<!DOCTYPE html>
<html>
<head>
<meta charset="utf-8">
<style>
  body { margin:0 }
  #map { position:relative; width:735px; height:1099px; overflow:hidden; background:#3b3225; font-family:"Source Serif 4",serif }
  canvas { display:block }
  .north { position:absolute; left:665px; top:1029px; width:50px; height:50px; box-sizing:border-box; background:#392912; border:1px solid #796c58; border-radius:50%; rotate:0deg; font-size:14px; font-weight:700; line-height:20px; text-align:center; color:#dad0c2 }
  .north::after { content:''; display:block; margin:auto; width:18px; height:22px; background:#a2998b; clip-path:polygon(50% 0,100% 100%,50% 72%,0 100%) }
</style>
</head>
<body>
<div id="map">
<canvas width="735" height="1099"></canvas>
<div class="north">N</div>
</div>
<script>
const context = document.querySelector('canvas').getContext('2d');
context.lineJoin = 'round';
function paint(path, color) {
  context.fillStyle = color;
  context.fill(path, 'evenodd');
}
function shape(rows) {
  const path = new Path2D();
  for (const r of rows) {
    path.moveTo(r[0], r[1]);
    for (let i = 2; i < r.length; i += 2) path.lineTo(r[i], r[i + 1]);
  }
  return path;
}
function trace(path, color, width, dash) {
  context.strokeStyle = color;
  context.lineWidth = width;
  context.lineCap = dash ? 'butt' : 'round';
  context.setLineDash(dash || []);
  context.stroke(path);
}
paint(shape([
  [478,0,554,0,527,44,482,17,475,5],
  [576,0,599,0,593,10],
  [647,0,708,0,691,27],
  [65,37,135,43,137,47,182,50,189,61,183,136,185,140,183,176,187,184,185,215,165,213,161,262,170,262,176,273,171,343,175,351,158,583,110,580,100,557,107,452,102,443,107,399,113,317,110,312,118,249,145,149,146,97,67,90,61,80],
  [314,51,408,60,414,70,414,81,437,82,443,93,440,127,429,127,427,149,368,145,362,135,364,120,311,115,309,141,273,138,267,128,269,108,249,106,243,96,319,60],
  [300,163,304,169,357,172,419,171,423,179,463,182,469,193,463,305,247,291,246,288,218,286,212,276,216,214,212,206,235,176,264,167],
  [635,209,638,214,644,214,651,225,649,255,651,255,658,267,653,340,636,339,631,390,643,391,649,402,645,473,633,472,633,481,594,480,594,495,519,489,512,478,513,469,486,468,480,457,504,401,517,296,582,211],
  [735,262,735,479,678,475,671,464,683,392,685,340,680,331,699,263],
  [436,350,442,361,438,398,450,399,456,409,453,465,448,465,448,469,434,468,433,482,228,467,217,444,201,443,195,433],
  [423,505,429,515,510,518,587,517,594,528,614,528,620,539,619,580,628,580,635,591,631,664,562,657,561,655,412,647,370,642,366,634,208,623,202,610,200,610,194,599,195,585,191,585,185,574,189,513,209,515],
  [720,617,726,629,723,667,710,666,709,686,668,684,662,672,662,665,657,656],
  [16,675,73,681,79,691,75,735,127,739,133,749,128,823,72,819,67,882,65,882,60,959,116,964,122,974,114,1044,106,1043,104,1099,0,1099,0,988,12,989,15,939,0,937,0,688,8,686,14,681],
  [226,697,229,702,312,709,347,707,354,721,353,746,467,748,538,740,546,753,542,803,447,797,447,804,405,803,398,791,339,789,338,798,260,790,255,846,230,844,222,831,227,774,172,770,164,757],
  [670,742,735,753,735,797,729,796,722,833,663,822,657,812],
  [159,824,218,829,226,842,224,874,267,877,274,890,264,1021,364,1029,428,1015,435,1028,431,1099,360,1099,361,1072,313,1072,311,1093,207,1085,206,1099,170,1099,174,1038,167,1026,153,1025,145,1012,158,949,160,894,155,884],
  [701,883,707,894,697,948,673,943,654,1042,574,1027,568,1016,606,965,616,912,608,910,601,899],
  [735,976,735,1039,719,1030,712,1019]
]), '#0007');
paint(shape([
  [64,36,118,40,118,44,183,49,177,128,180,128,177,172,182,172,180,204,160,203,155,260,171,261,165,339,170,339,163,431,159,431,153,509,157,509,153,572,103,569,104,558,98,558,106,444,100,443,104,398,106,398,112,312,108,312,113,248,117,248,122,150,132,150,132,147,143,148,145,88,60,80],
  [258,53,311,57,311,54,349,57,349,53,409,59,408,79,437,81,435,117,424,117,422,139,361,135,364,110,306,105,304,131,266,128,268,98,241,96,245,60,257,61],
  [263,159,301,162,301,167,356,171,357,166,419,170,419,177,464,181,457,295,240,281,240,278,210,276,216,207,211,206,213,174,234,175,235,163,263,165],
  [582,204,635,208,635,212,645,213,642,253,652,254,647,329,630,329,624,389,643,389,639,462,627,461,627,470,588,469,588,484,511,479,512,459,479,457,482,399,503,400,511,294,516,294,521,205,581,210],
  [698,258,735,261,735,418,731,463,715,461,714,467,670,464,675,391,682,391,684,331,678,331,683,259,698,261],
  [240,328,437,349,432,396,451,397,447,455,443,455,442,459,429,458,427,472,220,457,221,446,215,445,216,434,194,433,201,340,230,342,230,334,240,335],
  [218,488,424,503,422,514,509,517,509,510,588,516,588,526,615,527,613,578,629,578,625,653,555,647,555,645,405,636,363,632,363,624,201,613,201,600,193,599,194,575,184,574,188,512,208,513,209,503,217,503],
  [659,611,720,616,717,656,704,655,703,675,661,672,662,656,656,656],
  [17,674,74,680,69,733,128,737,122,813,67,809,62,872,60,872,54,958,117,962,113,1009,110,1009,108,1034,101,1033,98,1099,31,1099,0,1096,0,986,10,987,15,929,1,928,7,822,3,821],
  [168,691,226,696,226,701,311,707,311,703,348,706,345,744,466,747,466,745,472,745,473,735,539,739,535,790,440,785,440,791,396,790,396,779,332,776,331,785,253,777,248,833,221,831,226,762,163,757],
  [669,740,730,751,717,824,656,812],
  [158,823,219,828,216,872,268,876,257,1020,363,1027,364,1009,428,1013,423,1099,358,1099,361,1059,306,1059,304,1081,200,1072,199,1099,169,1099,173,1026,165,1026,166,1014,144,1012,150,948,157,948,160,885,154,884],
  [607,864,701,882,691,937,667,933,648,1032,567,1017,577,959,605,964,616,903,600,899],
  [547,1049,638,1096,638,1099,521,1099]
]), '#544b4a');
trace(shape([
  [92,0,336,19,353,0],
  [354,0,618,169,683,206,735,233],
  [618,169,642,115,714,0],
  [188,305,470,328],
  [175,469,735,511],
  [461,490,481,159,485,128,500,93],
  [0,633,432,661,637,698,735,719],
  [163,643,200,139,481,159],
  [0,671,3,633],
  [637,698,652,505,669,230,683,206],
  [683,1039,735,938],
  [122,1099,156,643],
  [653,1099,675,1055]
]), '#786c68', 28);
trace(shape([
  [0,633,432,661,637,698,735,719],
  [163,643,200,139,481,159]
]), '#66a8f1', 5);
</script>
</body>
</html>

▶ [YOUR ASSIGNMENT]
Report every line of the preceding listing where the string "context" occurs.

▶ [YOUR SOLUTION]
const context = document.querySelector('canvas').getContext('2d');
context.lineJoin = 'round';
  context.fillStyle = color;
  context.fill(path, 'evenodd');
  context.strokeStyle = color;
  context.lineWidth = width;
  context.lineCap = dash ? 'butt' : 'round';
  context.setLineDash(dash || []);
  context.stroke(path);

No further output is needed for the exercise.